▸ **Activity**: Return the following from the records below: each line, word for word, starting with the line that contains "I am building a map index. Transcribe" and going on through the line that contains "Summarize the content of this", with nothing outside that range.

▸ **Task inputs**:
++++

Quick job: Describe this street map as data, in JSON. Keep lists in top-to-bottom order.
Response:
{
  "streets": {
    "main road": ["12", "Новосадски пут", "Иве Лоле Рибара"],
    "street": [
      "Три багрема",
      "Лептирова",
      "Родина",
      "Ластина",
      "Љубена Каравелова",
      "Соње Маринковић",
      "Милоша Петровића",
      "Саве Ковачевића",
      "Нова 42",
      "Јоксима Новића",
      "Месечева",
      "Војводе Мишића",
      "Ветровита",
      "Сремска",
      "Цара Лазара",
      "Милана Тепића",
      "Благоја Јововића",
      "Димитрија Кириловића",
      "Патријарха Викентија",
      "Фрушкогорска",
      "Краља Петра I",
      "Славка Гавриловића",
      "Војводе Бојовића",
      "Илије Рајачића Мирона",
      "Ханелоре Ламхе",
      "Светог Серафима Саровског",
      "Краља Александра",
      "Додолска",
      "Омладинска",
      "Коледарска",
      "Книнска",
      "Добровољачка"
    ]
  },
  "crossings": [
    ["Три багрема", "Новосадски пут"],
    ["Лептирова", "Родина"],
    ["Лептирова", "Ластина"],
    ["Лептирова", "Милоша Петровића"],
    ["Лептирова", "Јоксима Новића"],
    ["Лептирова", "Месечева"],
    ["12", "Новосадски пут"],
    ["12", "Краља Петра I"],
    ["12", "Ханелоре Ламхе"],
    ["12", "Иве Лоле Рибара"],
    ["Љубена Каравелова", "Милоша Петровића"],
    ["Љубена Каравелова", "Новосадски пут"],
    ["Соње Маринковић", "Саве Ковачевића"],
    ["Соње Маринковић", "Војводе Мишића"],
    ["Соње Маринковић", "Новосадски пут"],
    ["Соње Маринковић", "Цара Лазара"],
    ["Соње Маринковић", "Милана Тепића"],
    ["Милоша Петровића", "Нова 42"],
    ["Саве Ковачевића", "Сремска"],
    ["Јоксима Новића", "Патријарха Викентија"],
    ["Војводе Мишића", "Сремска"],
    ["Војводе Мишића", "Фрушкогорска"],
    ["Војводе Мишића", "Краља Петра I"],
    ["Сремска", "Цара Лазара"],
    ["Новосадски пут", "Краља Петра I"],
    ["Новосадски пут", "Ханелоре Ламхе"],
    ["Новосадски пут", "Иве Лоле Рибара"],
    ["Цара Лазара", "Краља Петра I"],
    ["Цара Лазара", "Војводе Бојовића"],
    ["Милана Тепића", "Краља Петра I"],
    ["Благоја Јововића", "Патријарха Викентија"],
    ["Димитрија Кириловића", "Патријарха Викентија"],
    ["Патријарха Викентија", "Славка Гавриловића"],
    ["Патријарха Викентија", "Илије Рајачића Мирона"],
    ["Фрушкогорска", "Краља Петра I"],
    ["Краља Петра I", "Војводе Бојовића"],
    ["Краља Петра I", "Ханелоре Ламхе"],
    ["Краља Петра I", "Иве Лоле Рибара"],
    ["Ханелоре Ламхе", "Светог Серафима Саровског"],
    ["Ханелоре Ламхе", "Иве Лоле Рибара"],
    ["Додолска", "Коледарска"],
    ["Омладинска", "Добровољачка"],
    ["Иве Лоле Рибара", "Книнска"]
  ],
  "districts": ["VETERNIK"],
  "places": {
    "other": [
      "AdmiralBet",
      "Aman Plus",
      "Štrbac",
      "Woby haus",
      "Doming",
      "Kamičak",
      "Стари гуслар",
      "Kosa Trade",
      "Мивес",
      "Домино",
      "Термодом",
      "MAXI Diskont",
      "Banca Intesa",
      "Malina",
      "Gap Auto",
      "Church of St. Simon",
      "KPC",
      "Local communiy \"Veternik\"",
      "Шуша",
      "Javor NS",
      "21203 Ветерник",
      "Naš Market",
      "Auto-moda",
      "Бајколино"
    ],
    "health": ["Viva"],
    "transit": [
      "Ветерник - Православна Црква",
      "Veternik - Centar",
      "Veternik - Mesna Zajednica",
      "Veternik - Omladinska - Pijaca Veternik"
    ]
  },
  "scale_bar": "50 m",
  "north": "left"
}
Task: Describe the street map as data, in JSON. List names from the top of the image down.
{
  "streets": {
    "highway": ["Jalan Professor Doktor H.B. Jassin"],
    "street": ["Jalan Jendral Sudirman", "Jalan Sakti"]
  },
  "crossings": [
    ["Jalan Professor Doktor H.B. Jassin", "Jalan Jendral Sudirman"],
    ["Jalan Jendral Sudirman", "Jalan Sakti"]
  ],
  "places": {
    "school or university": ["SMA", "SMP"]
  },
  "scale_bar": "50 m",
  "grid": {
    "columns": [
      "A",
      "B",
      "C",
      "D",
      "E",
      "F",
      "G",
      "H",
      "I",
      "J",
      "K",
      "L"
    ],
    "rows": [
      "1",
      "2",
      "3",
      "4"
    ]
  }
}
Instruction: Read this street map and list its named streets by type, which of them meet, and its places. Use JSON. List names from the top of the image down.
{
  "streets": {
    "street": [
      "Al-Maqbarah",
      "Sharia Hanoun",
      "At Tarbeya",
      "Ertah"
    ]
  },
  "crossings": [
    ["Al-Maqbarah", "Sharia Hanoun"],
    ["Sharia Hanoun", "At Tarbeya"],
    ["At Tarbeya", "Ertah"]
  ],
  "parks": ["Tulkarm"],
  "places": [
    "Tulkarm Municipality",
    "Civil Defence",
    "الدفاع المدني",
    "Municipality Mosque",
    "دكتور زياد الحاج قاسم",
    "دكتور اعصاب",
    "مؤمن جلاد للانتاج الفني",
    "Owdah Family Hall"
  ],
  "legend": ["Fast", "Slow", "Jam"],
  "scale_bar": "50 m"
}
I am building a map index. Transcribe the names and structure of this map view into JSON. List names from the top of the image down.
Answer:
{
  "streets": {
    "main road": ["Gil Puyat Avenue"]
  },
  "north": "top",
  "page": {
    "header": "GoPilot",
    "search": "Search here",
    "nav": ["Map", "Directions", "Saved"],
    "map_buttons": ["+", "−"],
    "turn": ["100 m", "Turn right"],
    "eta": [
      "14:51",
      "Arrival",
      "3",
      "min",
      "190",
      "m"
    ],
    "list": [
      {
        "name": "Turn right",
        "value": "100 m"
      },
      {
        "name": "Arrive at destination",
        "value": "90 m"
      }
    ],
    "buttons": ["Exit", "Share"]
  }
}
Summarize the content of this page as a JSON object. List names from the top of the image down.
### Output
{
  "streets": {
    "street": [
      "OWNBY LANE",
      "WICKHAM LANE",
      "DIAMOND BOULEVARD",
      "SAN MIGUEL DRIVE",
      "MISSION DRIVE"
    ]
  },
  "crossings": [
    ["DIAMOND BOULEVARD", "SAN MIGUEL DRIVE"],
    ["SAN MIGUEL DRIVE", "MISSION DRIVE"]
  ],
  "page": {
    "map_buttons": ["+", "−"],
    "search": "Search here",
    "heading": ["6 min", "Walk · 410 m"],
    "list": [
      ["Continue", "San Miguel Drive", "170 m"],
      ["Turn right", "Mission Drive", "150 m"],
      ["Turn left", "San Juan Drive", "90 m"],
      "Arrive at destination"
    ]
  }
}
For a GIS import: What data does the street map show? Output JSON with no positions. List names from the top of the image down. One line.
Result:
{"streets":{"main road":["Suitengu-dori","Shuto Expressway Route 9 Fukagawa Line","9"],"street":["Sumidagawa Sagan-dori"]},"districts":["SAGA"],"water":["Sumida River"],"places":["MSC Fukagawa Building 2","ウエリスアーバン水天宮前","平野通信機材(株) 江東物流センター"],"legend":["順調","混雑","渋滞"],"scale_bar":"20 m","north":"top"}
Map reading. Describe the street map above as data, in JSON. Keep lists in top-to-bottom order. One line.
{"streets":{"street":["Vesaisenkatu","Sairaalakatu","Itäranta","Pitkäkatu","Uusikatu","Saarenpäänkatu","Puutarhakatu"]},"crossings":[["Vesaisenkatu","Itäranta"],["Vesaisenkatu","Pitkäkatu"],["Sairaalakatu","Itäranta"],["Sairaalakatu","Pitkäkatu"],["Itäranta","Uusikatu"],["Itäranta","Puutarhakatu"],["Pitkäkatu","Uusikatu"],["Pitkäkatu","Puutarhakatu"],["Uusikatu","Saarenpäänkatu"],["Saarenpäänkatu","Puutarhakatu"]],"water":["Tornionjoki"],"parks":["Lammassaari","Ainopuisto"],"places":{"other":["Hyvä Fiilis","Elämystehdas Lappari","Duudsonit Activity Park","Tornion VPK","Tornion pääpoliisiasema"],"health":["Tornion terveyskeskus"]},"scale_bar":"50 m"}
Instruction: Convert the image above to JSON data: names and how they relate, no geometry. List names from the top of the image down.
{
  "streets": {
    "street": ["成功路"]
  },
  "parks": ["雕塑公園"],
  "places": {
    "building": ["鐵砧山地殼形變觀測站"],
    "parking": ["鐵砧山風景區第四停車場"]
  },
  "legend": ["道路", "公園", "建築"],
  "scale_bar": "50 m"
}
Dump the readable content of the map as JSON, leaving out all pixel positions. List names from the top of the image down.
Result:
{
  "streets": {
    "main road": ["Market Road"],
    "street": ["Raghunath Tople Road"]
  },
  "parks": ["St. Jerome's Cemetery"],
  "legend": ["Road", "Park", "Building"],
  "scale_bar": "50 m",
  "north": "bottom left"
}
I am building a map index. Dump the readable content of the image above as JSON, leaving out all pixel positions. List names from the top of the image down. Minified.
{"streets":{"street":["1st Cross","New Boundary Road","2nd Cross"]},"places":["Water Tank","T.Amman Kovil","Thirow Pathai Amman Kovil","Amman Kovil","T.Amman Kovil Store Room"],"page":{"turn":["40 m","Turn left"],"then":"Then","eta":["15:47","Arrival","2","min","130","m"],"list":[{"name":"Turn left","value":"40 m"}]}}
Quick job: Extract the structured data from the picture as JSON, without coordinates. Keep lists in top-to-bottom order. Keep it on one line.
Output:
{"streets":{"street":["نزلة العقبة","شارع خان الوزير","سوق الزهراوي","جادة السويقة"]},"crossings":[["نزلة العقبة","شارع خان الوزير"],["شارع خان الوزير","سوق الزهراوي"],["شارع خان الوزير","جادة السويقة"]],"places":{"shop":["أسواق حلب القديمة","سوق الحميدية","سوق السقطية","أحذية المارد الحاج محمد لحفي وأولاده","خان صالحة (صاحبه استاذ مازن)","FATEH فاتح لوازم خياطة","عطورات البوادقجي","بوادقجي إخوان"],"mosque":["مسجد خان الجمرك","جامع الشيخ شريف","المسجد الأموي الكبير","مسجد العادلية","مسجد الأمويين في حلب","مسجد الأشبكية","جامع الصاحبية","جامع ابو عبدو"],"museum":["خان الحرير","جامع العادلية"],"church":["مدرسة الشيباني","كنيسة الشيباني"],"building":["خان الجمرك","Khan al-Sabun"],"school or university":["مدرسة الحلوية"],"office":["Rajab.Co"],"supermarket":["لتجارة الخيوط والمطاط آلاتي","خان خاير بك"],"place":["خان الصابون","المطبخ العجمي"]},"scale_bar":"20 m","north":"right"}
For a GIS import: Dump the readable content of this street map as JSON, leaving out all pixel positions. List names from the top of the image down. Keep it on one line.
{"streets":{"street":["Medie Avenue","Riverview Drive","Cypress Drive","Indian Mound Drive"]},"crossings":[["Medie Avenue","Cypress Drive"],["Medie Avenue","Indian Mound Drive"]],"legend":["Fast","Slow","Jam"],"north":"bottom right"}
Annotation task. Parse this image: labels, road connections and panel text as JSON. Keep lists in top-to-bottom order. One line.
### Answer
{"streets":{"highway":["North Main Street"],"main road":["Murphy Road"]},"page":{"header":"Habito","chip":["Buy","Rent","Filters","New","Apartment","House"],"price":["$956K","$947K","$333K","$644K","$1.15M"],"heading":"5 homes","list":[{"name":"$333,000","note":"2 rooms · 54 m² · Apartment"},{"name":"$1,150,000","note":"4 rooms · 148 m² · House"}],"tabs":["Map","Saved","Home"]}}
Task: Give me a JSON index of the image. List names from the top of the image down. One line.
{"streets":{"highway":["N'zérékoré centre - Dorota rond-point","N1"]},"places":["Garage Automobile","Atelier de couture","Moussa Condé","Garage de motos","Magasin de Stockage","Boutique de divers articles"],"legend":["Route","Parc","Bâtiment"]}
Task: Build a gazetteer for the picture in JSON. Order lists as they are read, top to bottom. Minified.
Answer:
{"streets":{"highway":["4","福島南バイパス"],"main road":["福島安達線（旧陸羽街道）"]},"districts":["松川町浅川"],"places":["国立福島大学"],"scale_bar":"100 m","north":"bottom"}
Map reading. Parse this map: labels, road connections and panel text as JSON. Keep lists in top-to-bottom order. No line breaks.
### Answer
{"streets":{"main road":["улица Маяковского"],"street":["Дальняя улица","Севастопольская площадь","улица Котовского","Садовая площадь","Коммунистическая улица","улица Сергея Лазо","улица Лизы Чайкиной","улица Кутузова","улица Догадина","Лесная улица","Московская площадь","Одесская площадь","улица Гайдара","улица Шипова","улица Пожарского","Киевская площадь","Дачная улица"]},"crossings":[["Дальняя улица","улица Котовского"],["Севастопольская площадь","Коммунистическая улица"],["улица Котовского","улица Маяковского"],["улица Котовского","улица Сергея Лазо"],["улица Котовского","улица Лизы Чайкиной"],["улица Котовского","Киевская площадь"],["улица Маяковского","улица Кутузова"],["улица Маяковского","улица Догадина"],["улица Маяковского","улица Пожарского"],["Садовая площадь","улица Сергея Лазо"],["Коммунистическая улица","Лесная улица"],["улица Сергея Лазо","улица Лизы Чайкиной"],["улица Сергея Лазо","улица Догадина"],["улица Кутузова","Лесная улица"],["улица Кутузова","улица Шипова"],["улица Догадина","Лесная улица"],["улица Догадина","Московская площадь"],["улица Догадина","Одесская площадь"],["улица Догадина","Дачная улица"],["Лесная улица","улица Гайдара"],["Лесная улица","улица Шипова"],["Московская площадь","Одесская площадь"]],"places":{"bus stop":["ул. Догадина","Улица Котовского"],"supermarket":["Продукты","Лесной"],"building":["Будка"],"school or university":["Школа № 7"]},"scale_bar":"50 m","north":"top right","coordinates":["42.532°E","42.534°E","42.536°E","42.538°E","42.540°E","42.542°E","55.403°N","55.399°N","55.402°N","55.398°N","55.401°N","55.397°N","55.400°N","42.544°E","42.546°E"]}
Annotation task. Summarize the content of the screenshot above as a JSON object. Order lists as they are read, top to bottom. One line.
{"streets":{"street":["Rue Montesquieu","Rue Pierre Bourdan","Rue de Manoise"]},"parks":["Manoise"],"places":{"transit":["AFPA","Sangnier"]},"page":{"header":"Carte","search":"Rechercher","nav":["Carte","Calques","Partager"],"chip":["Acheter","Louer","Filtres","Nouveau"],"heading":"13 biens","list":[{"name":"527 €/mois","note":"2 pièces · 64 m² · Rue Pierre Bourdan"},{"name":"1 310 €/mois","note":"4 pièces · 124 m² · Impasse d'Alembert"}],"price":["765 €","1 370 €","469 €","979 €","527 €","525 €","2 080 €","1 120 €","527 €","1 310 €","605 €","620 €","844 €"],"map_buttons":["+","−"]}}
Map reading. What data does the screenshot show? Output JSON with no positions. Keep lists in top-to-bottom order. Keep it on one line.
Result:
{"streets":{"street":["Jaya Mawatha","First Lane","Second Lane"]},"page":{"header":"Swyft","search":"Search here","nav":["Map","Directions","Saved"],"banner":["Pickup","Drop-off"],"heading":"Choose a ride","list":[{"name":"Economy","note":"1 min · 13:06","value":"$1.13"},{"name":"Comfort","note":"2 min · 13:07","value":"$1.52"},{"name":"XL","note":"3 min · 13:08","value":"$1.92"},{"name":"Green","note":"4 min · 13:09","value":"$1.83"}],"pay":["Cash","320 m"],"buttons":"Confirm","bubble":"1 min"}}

++++

▸ **Answer box**:
I am building a map index. Transcribe the names and structure of this map view into JSON. List names from the top of the image down.
Answer:
{
  "streets": {
    "main road": ["Gil Puyat Avenue"]
  },
  "north": "top",
  "page": {
    "header": "GoPilot",
    "search": "Search here",
    "nav": ["Map", "Directions", "Saved"],
    "map_buttons": ["+", "−"],
    "turn": ["100 m", "Turn right"],
    "eta": [
      "14:51",
      "Arrival",
      "3",
      "min",
      "190",
      "m"
    ],
    "list": [
      {
        "name": "Turn right",
        "value": "100 m"
      },
      {
        "name": "Arrive at destination",
        "value": "90 m"
      }
    ],
    "buttons": ["Exit", "Share"]
  }
}
Summarize the content of this page as a JSON object. List names from the top of the image down.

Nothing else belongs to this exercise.